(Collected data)
- - - - -
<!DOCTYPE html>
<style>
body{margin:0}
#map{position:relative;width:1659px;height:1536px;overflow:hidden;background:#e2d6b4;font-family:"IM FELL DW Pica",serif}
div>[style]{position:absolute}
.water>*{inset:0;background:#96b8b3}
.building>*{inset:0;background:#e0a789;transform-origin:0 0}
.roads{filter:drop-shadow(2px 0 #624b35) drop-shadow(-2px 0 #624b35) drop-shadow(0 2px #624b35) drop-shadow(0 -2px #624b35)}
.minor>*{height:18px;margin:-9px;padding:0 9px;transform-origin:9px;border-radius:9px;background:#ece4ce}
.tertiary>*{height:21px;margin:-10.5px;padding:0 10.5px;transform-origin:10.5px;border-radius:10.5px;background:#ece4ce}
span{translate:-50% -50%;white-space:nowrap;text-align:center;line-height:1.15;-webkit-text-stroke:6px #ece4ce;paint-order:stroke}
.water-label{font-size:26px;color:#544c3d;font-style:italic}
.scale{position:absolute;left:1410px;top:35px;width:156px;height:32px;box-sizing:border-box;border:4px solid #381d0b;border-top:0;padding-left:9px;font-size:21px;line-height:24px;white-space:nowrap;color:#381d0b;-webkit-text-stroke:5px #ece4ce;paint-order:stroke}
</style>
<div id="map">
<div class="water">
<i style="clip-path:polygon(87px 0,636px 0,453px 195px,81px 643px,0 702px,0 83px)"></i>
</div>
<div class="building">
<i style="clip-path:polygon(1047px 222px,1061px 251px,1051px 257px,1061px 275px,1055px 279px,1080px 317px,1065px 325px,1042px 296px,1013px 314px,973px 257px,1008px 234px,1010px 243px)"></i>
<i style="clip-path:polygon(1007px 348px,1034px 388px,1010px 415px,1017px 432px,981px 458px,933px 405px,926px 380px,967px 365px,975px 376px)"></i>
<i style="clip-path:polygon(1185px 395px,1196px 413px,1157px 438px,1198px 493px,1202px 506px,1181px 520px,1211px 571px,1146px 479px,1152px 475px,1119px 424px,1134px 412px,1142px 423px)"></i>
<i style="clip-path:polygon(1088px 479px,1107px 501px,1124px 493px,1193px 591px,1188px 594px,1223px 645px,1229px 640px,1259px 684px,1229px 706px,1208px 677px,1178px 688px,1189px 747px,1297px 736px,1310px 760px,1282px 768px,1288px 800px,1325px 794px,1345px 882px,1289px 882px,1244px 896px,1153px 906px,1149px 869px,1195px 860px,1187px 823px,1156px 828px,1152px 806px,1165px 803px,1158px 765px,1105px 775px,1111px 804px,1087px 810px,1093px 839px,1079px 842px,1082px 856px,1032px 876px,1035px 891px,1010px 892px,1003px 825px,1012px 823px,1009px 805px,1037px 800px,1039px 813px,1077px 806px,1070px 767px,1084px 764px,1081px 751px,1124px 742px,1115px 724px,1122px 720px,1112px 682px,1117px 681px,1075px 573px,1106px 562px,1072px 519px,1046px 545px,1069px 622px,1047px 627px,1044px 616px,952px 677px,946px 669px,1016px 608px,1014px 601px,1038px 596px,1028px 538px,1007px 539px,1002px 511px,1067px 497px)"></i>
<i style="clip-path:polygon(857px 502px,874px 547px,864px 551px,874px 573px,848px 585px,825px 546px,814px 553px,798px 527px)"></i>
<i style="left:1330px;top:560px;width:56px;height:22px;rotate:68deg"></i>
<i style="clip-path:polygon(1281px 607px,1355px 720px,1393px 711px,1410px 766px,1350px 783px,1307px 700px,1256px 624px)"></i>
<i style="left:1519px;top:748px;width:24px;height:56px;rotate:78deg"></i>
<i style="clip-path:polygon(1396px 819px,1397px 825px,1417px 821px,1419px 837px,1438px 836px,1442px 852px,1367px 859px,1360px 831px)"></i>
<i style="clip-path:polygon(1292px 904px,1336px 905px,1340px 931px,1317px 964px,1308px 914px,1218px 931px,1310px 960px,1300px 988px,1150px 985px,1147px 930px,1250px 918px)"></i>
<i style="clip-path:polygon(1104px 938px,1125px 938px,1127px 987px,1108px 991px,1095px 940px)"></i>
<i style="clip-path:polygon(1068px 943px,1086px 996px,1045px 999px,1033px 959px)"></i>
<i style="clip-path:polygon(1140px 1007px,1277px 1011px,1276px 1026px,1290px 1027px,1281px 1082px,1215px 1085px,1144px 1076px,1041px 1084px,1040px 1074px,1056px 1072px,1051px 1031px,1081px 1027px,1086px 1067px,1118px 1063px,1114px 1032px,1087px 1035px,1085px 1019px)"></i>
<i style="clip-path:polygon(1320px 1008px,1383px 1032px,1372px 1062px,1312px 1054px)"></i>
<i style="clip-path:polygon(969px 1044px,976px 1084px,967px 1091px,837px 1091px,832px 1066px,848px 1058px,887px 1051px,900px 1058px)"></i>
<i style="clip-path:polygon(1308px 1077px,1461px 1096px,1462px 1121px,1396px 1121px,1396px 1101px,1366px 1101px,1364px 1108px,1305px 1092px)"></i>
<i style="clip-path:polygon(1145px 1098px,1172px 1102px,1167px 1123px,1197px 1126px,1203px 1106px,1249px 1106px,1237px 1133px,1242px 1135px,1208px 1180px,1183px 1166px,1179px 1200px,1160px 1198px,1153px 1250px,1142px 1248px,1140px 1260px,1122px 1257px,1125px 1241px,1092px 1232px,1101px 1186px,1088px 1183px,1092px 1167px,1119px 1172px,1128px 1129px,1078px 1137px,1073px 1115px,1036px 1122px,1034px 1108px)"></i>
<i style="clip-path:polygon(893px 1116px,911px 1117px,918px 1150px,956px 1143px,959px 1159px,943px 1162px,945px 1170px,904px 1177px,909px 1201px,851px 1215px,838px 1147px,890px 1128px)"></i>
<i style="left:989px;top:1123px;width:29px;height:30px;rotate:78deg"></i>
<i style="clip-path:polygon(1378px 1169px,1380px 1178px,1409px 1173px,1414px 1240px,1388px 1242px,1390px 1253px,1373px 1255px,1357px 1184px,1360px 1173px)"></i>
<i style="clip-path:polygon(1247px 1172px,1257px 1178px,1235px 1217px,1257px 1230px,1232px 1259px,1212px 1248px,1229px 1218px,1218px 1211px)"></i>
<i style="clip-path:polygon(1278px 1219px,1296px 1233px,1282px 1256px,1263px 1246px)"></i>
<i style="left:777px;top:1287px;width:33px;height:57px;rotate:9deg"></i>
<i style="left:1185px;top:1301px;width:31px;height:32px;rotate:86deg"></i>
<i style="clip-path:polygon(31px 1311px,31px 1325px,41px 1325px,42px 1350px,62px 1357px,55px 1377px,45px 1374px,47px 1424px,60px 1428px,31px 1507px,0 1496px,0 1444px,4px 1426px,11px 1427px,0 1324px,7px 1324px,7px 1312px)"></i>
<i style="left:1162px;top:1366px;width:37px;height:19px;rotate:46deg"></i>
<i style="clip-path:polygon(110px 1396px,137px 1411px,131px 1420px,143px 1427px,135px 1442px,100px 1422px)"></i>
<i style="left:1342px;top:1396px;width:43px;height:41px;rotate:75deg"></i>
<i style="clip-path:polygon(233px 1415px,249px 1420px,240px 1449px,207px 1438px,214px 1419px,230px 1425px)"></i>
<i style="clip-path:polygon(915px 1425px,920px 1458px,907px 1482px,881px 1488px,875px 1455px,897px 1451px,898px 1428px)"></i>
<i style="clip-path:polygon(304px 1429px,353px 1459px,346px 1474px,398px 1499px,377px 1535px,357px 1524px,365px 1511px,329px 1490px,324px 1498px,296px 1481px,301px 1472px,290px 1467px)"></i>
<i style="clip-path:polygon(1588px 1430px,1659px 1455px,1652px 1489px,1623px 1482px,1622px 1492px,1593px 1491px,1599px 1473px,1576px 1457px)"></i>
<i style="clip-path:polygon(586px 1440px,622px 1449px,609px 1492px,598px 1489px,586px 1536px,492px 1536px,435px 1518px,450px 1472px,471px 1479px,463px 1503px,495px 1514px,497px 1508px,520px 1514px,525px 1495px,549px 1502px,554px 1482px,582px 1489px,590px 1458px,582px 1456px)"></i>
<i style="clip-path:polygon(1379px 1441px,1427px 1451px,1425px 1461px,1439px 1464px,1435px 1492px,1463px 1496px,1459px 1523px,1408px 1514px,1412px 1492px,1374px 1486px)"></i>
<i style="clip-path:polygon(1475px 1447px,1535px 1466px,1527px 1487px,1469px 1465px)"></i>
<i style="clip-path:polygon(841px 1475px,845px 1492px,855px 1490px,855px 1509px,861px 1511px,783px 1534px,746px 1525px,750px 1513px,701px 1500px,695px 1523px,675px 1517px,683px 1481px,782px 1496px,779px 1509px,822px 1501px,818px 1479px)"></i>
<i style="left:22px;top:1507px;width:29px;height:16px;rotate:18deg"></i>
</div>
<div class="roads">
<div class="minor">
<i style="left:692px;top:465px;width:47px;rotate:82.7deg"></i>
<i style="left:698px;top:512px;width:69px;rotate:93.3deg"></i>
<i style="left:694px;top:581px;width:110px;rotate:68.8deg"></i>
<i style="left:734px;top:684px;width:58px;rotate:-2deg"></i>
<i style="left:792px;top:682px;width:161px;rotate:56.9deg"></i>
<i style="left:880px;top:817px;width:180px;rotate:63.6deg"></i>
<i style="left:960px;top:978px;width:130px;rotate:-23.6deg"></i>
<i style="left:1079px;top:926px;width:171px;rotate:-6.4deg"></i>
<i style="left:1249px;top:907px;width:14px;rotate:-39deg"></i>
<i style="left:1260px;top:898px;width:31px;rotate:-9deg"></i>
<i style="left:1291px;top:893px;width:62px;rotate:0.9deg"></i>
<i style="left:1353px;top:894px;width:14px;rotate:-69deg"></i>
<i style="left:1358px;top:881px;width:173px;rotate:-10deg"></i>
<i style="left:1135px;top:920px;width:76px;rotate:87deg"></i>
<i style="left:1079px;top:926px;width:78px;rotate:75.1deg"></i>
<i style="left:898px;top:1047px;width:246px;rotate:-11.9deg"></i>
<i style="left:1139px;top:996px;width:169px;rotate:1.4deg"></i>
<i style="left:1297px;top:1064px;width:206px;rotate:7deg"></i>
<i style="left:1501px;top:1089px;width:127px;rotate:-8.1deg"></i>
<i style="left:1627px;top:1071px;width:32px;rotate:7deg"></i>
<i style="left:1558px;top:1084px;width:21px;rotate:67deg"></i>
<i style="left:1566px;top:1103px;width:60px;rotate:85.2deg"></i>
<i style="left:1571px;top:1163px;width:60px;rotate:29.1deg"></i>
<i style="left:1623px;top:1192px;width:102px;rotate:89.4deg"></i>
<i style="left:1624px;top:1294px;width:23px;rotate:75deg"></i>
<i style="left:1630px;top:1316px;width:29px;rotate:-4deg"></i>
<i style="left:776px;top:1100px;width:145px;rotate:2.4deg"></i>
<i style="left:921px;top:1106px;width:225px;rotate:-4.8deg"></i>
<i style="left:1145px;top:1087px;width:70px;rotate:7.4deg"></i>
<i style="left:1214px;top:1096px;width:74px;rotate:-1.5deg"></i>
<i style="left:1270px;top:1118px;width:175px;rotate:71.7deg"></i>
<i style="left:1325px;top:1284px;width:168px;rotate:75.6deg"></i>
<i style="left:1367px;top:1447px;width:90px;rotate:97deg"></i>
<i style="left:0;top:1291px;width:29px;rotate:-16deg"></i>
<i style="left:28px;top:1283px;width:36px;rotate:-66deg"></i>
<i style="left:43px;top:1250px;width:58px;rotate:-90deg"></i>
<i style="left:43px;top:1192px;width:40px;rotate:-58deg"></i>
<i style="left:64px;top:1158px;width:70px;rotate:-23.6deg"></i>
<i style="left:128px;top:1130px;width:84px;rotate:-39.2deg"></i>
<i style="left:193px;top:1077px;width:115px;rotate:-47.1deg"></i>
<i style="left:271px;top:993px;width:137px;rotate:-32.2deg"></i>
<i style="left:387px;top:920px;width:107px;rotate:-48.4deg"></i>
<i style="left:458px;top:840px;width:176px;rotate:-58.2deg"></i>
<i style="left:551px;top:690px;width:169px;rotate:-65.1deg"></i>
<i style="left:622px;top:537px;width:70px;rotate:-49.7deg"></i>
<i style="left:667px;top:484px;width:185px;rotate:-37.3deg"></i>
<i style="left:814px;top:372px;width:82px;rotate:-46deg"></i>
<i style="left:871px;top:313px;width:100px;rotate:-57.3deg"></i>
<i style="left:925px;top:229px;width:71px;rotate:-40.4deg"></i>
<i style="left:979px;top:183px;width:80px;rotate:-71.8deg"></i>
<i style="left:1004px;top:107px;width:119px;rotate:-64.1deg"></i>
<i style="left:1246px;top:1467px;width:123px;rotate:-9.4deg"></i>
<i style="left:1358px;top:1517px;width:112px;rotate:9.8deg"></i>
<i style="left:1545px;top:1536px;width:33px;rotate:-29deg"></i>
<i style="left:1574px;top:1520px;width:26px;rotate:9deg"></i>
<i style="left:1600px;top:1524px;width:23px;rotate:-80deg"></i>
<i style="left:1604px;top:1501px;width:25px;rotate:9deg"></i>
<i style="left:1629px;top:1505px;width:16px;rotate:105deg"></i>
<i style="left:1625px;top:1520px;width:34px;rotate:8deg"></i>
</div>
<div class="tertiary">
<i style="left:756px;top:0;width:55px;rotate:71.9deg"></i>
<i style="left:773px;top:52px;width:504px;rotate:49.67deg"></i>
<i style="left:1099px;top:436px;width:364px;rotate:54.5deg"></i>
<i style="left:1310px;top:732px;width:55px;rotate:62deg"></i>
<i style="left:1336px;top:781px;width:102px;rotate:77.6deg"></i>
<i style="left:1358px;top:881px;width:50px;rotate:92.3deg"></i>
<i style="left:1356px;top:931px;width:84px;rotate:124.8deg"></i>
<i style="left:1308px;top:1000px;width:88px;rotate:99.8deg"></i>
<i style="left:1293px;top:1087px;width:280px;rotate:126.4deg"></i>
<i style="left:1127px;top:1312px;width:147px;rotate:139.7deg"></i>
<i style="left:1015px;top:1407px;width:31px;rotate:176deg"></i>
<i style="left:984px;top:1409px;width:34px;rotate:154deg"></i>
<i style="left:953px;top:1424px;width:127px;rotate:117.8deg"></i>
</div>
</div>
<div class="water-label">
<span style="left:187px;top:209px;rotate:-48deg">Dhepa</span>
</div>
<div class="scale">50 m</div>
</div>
- - - - -
# BRIEF:
The first line of the entries above marks where to begin; repeat each line exactly through the one that contains "0 #624b35) drop-shadow(-2px", and include that line.

# RESULT:
<!DOCTYPE html>
<style>
body{margin:0}
#map{position:relative;width:1659px;height:1536px;overflow:hidden;background:#e2d6b4;font-family:"IM FELL DW Pica",serif}
div>[style]{position:absolute}
.water>*{inset:0;background:#96b8b3}
.building>*{inset:0;background:#e0a789;transform-origin:0 0}
.roads{filter:drop-shadow(2px 0 #624b35) drop-shadow(-2px 0 #624b35) drop-shadow(0 2px #624b35) drop-shadow(0 -2px #624b35)}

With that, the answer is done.